PROBLEM DETAILS —
Reproduce the full set of records that follow, exactly as shown.

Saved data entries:
· · · ·
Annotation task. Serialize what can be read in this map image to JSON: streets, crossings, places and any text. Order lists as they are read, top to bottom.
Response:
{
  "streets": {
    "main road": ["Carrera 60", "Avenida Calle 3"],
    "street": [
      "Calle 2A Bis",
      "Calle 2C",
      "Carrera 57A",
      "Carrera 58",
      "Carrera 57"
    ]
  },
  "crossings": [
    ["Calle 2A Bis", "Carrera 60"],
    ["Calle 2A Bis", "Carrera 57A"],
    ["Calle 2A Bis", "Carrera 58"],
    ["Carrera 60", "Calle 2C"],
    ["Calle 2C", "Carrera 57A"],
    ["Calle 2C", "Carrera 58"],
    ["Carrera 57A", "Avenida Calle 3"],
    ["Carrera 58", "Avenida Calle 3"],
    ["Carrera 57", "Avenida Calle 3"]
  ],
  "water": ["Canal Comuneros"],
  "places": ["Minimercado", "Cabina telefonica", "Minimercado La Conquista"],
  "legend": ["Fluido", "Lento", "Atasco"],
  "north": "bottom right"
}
· · · ·
ANSWER AREA —
Annotation task. Serialize what can be read in this map image to JSON: streets, crossings, places and any text. Order lists as they are read, top to bottom.
Response:
{
  "streets": {
    "main road": ["Carrera 60", "Avenida Calle 3"],
    "street": [
      "Calle 2A Bis",
      "Calle 2C",
      "Carrera 57A",
      "Carrera 58",
      "Carrera 57"
    ]
  },
  "crossings": [
    ["Calle 2A Bis", "Carrera 60"],
    ["Calle 2A Bis", "Carrera 57A"],
    ["Calle 2A Bis", "Carrera 58"],
    ["Carrera 60", "Calle 2C"],
    ["Calle 2C", "Carrera 57A"],
    ["Calle 2C", "Carrera 58"],
    ["Carrera 57A", "Avenida Calle 3"],
    ["Carrera 58", "Avenida Calle 3"],
    ["Carrera 57", "Avenida Calle 3"]
  ],
  "water": ["Canal Comuneros"],
  "places": ["Minimercado", "Cabina telefonica", "Minimercado La Conquista"],
  "legend": ["Fluido", "Lento", "Atasco"],
  "north": "bottom right"
}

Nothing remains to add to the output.